Et puis... et puis, tout s’est enchaîné. L’assassinat de Rafic Hariri, d’abord. Assem Salam était certes en faveur de l’adhésion du courant du Futur et de son chef à l’opposition nationale plurielle. Mais l’attentat du 14 février a tout balayé, et Assem Salam ne pouvait pas, cohérence oblige, suivre aveuglément la vague bleue qui ravageait le pays, quand bien même il la comprenait rationnellement. N’avait-il pas été autrefois le détracteur le plus farouche de la politique de reconstruction de la capitale ? N’était-il pas l’ennemi juré de ce qu’il percevait comme du capitalisme sauvage ? Il s’est donc rangé, en silence, humblement, sans changer d’idéaux, sans faire d’esclandre, sans passer dans le camp adverse. Puis, la fondation du 14 Mars politique a progressivement phagocyté tous ses compagnons de route : Habib Sadek, le porte-parole démocrate chiite du Forum démocratique, a été le premier à payer le prix, celui de l’alliance quadripartite ; la Gauche démocratique, dynamo de l’intifada de l’indépendance, a été la cible privilégiée de la contre-révolution (Samir Kassir assassiné, Ziad Majed exilé), avant d’être traitée en paria par ses alliés (Élias Atallah oublié à Tripoli) ; le Rassemblement de Kornet Chehwane a été balayé par la vague orange, puis progressivement phagocyté par le retour des Kataëb et des Forces libanaises (Samir Frangié, le symbole moral, écarté des listes électorales) ; le Renouveau démocratique a lui aussi reçu un grand coup de Jarnac du 14 Mars (Nassib Lahoud, Misbah Ahdab, Gabriel Murr et Camille Ziadé éloignés des listes électorales en 2009) avant d’être miné par les disparitions, celles de Nadim Salem et surtout de Nassib Lahoud ; et voilà aujourd’hui que le 14 Mars politique achève de réduire l’opposition plurielle à un conglomérat de trois partis... avec quelques satellites.

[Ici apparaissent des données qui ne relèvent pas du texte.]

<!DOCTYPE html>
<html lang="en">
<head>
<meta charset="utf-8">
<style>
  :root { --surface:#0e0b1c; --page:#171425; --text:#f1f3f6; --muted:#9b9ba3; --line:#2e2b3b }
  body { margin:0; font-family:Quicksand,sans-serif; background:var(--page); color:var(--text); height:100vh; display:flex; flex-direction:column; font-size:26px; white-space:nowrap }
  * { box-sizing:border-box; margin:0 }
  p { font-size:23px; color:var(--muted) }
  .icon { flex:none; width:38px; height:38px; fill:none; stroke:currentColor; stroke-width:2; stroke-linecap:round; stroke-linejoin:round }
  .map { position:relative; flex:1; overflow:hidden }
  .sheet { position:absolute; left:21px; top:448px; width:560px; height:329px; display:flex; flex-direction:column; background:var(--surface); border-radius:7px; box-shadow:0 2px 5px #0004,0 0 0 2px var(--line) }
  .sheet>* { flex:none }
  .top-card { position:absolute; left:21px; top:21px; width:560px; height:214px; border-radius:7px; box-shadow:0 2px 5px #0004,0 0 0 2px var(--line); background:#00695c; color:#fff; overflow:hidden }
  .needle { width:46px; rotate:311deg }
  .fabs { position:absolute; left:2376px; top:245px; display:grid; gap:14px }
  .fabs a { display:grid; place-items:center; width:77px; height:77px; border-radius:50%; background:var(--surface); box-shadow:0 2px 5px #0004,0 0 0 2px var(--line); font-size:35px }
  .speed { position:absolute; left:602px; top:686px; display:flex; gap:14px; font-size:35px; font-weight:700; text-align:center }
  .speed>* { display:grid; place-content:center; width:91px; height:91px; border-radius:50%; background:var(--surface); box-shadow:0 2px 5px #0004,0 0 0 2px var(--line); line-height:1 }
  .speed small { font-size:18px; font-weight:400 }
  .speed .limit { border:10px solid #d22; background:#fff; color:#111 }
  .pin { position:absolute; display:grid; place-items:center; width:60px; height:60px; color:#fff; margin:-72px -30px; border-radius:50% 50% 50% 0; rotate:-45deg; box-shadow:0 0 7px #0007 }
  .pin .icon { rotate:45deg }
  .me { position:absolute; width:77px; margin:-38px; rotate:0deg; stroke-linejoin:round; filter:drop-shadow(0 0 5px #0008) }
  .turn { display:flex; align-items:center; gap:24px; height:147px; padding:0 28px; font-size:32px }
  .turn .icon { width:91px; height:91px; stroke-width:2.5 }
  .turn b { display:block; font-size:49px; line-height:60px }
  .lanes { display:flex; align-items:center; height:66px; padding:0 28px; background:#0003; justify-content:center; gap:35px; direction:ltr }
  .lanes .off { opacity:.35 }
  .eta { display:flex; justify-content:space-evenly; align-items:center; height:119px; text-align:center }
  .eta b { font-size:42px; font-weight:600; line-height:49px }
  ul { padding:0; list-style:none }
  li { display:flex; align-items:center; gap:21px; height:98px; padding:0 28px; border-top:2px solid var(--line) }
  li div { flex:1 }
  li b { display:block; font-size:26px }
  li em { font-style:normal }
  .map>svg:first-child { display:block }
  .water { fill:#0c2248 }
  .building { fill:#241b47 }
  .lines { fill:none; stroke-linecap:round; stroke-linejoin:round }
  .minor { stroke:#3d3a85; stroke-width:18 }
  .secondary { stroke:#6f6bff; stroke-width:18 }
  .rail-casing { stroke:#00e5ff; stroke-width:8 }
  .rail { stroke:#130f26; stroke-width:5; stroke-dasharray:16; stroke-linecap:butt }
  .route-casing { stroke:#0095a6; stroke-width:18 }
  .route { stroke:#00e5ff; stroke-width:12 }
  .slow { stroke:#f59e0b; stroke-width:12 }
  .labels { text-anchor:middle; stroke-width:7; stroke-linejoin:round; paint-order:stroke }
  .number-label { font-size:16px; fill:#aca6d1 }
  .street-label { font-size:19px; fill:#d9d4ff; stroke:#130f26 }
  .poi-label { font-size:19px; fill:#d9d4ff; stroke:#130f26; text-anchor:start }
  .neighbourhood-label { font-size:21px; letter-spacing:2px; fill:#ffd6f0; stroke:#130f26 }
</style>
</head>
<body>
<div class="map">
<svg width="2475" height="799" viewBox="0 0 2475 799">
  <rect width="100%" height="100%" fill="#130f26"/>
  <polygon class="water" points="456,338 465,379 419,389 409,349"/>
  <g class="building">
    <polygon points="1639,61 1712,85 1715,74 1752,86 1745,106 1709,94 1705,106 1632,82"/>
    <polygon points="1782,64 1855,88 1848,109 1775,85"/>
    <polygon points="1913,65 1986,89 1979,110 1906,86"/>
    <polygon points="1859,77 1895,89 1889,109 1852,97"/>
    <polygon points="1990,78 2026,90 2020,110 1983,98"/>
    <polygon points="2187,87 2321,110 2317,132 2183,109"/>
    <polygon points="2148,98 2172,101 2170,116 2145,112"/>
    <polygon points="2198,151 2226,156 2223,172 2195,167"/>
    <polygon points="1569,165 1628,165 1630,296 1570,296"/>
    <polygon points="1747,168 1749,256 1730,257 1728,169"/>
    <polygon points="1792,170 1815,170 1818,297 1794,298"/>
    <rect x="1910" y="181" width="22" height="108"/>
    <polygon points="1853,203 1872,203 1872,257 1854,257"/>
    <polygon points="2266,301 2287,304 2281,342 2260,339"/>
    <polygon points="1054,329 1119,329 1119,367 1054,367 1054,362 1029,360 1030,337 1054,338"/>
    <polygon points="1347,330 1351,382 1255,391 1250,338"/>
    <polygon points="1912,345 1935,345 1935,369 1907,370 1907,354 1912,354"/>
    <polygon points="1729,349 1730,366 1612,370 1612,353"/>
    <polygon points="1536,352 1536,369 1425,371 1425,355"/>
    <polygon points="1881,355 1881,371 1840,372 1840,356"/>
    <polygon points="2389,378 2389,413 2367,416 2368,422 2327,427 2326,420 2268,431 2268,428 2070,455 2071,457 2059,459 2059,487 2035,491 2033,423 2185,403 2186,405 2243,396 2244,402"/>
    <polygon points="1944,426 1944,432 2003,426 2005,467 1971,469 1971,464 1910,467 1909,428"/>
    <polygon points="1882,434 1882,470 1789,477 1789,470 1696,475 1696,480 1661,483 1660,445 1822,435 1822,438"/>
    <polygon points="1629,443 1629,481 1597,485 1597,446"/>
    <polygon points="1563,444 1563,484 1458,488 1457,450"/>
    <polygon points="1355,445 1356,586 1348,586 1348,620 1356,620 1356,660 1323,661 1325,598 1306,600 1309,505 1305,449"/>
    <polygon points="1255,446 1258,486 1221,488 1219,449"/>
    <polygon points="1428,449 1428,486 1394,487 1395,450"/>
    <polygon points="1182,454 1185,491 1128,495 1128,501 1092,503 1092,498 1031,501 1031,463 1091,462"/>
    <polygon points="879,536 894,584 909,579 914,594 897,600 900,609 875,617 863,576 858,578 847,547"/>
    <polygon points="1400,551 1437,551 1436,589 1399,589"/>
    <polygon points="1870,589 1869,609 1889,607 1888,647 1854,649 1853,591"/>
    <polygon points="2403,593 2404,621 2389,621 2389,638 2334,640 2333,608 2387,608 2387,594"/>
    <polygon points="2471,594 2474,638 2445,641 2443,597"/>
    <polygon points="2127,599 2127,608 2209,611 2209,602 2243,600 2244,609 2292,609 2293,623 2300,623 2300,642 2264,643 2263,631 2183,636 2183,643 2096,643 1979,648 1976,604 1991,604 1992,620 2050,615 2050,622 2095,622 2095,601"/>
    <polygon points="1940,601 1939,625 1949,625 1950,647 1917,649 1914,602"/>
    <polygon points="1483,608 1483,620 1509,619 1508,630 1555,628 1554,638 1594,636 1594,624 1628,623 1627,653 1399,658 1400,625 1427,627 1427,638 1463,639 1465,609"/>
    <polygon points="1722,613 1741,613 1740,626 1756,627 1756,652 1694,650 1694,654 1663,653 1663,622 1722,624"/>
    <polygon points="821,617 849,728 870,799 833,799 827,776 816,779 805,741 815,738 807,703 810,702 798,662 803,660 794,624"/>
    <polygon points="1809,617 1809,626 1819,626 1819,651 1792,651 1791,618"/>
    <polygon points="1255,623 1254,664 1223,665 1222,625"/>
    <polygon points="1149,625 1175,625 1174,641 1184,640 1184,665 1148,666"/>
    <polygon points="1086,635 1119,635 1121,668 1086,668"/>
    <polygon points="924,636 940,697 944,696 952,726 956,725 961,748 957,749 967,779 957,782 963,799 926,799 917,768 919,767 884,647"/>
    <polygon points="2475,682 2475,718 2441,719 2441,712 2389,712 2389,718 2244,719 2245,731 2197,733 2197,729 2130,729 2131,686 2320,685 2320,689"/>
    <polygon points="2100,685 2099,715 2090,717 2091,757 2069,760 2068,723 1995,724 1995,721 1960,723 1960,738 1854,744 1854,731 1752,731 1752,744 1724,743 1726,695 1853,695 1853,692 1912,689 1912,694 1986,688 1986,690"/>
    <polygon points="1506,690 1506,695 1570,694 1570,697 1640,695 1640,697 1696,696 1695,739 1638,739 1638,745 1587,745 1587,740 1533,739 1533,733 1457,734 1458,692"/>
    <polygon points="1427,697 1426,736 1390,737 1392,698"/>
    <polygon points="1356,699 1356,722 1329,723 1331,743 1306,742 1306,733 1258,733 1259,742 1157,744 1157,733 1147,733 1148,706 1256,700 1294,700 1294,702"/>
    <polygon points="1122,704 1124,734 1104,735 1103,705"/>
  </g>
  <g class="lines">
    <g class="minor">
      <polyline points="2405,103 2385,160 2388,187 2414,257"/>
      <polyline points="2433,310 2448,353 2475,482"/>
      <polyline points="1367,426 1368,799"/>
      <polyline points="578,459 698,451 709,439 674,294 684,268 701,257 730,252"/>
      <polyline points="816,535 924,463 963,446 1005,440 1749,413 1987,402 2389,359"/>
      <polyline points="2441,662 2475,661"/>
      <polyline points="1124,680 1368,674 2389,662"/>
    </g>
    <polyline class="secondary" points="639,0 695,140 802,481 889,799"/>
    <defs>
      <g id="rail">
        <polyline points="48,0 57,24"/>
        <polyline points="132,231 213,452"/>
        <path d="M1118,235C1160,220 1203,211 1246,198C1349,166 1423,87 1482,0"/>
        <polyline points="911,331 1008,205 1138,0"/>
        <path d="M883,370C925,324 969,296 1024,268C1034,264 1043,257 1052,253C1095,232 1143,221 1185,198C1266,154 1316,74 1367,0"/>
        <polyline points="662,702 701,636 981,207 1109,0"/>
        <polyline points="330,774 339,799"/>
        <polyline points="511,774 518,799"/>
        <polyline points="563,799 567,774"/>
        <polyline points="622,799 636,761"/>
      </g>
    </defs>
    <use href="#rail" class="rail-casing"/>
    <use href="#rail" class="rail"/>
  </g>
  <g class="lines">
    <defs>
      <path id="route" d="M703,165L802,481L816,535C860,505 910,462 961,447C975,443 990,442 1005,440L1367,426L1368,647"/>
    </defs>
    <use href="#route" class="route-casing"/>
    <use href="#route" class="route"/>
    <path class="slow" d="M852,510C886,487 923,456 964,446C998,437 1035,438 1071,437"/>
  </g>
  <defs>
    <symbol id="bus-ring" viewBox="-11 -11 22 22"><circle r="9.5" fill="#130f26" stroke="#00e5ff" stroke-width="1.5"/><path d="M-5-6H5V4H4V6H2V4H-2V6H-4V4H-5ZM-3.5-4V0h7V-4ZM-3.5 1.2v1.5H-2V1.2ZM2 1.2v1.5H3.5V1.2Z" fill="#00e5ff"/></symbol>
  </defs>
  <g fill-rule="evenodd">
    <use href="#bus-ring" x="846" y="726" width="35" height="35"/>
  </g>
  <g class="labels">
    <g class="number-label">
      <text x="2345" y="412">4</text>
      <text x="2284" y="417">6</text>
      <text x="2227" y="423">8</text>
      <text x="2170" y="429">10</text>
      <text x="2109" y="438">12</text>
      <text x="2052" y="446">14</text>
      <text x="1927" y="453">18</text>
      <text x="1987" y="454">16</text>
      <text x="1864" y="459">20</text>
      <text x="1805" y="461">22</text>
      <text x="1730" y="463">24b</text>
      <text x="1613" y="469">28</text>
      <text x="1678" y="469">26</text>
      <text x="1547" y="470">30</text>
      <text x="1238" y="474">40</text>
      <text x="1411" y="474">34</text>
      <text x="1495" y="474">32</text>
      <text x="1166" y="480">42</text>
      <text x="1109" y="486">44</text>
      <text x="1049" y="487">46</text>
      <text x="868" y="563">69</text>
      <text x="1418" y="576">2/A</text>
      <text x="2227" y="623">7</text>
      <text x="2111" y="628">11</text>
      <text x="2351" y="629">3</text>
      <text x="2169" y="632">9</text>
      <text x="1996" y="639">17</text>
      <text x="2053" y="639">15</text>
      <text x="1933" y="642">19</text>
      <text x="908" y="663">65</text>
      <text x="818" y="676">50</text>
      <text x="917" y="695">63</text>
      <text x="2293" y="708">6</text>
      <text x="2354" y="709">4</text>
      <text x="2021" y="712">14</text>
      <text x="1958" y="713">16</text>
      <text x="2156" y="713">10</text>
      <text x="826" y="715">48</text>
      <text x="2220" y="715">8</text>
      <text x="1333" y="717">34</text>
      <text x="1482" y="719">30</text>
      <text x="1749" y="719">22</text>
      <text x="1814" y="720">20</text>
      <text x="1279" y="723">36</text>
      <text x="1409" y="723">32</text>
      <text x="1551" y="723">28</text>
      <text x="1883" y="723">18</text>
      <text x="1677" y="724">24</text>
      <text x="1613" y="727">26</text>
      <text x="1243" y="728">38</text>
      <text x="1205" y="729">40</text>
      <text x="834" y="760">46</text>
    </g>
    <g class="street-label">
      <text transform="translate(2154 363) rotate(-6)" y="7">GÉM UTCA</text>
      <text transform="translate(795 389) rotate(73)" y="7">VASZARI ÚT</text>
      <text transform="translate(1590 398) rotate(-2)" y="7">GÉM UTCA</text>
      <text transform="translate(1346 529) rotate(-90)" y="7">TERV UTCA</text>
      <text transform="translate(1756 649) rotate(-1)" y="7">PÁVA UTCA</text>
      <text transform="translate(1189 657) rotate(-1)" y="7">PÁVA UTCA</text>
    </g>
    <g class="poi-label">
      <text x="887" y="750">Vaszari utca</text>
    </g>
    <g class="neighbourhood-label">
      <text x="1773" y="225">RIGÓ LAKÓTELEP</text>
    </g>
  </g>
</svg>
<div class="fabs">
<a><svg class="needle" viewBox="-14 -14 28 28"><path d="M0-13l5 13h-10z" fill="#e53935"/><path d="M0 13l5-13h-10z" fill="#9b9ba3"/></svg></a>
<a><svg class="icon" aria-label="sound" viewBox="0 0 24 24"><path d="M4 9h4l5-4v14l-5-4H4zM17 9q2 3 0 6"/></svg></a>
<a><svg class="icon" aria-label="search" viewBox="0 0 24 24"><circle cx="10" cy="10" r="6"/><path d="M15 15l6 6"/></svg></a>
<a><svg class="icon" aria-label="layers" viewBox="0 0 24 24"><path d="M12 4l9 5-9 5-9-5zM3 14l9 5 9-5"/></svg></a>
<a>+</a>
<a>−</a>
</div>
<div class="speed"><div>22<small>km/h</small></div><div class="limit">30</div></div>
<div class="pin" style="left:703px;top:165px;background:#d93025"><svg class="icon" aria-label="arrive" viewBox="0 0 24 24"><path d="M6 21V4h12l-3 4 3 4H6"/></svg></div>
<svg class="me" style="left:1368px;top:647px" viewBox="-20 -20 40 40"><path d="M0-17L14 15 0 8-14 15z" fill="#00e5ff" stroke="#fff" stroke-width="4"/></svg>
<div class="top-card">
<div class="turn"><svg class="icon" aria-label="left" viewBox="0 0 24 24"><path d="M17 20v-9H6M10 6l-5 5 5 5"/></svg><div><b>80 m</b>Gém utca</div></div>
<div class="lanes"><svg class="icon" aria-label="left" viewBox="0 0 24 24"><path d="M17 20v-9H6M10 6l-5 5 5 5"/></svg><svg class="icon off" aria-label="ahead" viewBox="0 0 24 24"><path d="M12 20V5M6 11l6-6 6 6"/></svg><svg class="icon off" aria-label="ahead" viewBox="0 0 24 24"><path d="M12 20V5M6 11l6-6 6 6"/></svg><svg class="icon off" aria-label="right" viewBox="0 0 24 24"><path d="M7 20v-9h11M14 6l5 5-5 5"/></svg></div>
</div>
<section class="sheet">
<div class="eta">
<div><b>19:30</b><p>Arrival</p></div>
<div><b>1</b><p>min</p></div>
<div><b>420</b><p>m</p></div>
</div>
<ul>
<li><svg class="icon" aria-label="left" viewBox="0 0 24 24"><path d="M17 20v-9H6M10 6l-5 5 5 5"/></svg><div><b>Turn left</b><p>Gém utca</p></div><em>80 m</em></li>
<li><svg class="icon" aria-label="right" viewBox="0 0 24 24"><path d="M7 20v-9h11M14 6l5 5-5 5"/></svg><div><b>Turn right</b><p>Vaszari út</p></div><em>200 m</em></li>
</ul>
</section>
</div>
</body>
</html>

Assem Salam était un homme entier, complet. Un véritable humaniste universaliste comme il n’y en a plus beaucoup, comme probablement il n’y en aura plus, tant la médiocrité semble être devenue aujourd’hui le passage obligé pour briguer les premiers plans. Occulter sa dimension politique, citoyenne, c’est porter atteinte à la mémoire de cet homme exceptionnel, voire le tuer une deuxième fois, lui et ses compagnons de route.

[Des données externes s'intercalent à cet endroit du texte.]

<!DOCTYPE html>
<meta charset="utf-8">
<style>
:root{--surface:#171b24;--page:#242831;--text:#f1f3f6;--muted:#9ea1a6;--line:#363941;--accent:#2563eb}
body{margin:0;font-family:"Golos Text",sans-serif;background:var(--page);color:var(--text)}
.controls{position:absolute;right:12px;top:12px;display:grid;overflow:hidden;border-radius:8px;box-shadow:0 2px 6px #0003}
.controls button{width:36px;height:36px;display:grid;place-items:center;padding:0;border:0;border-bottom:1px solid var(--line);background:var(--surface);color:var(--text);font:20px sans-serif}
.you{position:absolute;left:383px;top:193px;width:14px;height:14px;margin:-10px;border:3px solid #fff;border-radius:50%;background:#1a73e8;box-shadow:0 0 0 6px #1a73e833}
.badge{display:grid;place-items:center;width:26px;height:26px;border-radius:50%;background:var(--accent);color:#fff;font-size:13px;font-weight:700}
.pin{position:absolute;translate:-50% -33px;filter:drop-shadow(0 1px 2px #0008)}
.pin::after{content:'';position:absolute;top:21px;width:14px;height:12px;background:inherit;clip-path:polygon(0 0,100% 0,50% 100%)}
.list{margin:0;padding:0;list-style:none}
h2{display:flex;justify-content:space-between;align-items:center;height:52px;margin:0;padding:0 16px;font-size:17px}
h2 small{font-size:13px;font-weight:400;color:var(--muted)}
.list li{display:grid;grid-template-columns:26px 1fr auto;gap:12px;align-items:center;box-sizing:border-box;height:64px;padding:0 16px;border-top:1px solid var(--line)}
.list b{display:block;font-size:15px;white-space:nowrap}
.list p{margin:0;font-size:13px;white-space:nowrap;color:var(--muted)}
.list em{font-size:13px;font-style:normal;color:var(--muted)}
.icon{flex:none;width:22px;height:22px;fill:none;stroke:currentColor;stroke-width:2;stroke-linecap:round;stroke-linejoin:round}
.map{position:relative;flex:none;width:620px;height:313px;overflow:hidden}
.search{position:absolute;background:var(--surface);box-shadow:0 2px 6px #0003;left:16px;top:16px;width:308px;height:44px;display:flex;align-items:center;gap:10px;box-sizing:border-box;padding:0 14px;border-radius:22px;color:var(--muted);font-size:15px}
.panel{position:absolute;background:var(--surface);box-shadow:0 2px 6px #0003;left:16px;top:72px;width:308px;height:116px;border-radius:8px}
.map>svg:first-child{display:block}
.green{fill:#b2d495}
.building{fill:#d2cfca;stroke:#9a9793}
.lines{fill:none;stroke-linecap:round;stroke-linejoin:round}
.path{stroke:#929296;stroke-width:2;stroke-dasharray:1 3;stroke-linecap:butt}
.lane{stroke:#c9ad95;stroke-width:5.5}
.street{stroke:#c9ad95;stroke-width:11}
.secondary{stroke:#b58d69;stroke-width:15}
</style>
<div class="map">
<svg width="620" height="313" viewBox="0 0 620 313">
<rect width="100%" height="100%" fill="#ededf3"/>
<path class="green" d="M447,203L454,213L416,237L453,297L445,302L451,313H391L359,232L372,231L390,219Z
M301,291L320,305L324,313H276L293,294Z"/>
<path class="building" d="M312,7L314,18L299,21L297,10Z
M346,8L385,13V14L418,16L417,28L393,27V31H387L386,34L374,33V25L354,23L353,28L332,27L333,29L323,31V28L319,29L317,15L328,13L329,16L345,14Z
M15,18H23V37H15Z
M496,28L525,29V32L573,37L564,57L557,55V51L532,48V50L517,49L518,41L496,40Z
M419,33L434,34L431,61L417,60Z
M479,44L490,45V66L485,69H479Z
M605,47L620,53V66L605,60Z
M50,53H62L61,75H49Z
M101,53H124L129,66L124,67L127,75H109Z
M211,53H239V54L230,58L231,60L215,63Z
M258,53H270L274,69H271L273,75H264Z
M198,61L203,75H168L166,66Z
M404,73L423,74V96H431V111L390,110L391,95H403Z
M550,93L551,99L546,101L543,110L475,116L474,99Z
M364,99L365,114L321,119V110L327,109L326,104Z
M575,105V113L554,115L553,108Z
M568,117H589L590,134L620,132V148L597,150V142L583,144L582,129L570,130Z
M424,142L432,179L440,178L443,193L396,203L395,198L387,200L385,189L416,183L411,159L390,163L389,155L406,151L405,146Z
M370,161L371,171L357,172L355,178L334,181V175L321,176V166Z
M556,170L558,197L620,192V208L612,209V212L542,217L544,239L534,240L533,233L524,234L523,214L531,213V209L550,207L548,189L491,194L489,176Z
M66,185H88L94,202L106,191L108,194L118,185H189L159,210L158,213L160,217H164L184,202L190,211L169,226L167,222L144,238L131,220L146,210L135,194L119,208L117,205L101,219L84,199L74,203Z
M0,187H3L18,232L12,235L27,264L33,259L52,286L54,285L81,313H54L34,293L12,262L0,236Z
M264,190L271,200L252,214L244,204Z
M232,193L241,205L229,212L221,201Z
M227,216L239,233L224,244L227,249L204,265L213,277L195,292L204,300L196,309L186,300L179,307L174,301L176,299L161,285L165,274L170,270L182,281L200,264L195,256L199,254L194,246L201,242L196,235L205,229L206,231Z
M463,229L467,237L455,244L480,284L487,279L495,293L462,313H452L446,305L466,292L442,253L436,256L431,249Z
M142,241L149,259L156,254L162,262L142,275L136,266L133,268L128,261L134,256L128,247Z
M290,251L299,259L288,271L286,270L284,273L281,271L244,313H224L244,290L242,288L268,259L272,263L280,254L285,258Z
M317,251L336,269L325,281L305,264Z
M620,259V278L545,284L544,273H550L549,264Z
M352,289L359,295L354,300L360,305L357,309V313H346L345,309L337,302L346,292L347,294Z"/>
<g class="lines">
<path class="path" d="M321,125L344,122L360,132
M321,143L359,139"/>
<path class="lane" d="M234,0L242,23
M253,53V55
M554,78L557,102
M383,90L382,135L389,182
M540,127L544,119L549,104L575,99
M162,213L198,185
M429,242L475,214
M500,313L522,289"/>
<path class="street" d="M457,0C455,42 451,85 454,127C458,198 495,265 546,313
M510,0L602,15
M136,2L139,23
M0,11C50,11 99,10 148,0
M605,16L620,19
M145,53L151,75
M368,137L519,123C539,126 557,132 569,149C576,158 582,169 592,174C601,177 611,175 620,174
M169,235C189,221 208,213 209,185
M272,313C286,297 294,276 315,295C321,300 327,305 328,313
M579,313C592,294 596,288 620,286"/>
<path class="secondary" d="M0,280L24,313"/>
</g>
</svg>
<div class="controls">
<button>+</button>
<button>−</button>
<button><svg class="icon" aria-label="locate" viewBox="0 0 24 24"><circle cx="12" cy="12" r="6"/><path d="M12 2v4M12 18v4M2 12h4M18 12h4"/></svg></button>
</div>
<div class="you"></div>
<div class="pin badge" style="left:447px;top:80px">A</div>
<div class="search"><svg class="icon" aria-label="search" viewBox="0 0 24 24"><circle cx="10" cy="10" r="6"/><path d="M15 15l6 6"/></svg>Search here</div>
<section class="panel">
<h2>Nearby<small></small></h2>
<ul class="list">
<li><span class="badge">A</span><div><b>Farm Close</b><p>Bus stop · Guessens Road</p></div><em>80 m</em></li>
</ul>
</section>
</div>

Son départ la même année que Nassib Lahoud et Nassir el-Assaad constitue sans aucun doute la fin d’une ère, et porte en lui comme un parfum de requiem pour toute une dynamique haletante, à bout de souffle, moribonde. Témoin de la déliquescence politique locale, au moins aura-t-il eu le plaisir de voir, de ses yeux, la folle résurrection des peuples arabes, mêlé à la barbarie des massacres et de la destruction des fabuleuses cités de Syrie. Mais, dans le monde arabe, tous les rêves ne naissent-ils pas déjà inachevés... ?

C’était à l’automne 2004, il y a près de dix ans. Le camp Hariri n’était pas encore entré de plain-pied dans la bataille pour l’indépendance et la souveraineté du Liban. Certes, Rafic Hariri faisait déjà son office, au moins depuis l’an 2000, discrètement, en attendant l’heure propice, à travers une politique d’endiguement de l’axe Lahoud-Anjar-Damas et une couverture...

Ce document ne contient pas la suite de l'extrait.